“HACER SIN COMPRENDER”
Normalmente cuando uno escribe sobre experiencias muy personales, trata de expresar con una tinta (muy minuciosa) aquello que sintio en ese momento: detalles sobre colores, sentimientos, olores, sabores y sonidos tendrían que ser lo principal en un relato que nos ha marcado y que intenta que otros lo entiendan al leerlo, pero no, en este caso como casi siempre, la experiencia lo sobrepasa a uno y se impone a la pluma .
“Hay cosas que se deben de hacer y no se deben de comprender”, me comentó Memo Palma cuando estabamos sentados tomando una wuega de teswino; paradójicamente en ese momento comprendi lo que estaba viviendo pero obviamente no hay referente alguno para expresar sin traicionar lo que con la danza y el teswino senti.
¿Será esto por lo que l@s compañer@s resisten?
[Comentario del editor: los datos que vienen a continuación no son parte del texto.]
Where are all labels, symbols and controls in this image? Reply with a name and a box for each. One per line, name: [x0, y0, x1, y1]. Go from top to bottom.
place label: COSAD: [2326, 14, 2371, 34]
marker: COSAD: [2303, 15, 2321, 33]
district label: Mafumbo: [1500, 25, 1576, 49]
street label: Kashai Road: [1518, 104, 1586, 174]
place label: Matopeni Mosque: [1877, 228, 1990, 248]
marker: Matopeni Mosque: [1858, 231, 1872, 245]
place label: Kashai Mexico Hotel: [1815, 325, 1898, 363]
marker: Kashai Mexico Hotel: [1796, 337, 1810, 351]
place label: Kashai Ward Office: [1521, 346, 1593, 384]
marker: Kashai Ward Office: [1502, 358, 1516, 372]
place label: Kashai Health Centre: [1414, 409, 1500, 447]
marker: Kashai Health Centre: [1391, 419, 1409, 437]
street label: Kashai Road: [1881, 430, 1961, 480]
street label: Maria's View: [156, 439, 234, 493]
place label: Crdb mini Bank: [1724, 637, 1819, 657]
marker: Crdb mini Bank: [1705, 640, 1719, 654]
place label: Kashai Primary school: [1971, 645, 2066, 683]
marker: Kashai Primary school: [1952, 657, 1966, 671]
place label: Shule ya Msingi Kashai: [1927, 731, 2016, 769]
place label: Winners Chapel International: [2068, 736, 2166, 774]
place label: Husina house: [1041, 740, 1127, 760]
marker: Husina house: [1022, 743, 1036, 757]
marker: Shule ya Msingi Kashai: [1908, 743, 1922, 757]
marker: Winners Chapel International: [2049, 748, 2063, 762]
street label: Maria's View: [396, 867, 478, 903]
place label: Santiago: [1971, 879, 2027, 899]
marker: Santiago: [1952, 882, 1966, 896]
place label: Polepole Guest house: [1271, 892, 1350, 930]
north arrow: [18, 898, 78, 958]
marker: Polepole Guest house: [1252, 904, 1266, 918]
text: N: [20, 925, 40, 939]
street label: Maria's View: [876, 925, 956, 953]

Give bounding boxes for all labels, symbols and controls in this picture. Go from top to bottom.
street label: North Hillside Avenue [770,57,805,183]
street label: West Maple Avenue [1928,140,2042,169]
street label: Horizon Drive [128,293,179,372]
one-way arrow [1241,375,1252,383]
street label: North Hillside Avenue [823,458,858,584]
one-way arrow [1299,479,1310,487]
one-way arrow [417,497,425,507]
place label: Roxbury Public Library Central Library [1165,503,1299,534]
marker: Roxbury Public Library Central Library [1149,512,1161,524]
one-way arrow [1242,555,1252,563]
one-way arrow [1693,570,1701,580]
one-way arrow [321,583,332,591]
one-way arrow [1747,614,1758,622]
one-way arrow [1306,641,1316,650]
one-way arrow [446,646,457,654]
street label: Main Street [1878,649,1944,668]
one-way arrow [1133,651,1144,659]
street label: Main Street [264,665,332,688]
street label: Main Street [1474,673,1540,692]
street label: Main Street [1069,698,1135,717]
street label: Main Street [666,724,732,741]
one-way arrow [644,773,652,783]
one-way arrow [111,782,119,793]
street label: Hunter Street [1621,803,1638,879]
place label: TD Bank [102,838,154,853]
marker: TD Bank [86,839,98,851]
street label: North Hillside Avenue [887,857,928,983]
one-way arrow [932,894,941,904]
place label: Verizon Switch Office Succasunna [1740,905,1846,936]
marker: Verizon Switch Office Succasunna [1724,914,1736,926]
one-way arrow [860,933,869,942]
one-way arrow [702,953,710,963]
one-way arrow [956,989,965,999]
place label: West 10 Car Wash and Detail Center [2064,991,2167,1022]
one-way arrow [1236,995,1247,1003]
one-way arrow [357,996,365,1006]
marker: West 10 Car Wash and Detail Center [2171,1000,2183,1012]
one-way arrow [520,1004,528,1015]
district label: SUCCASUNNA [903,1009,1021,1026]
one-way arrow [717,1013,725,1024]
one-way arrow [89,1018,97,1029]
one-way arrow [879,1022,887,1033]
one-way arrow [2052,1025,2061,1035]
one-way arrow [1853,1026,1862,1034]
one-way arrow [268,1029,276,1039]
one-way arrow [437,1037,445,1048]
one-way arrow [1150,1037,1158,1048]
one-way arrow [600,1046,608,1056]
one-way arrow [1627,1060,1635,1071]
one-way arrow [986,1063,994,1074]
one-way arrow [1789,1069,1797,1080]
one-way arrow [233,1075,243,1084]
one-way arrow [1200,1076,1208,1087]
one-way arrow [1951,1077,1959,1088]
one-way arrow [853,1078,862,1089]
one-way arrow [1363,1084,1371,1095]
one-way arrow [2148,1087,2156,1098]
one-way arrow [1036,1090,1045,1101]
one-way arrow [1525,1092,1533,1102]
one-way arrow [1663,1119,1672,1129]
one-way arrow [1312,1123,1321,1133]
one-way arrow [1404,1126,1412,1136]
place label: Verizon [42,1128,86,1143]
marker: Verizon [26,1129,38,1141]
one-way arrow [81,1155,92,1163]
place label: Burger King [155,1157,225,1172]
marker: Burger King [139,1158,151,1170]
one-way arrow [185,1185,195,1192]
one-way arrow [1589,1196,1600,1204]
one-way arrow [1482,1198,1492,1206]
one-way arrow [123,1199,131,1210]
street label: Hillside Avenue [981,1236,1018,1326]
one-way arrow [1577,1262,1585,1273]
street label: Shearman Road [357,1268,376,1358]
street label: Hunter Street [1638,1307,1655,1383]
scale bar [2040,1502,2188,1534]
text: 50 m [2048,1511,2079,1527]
La danza, el teswino (significantes que se escapan a todo significado occidental), elementos que por más que sean sometidos a razonamientos y estudios antropológicos nunca van a poder ser descifrados; esto es lo maravilloso y seductor de mi experiencia en Norogachi, entrar a un territorio donde la sencillez implica una compleja red de viviencias que nos obligan a “hacer cosas sin siquiera tener que comprenderlas.”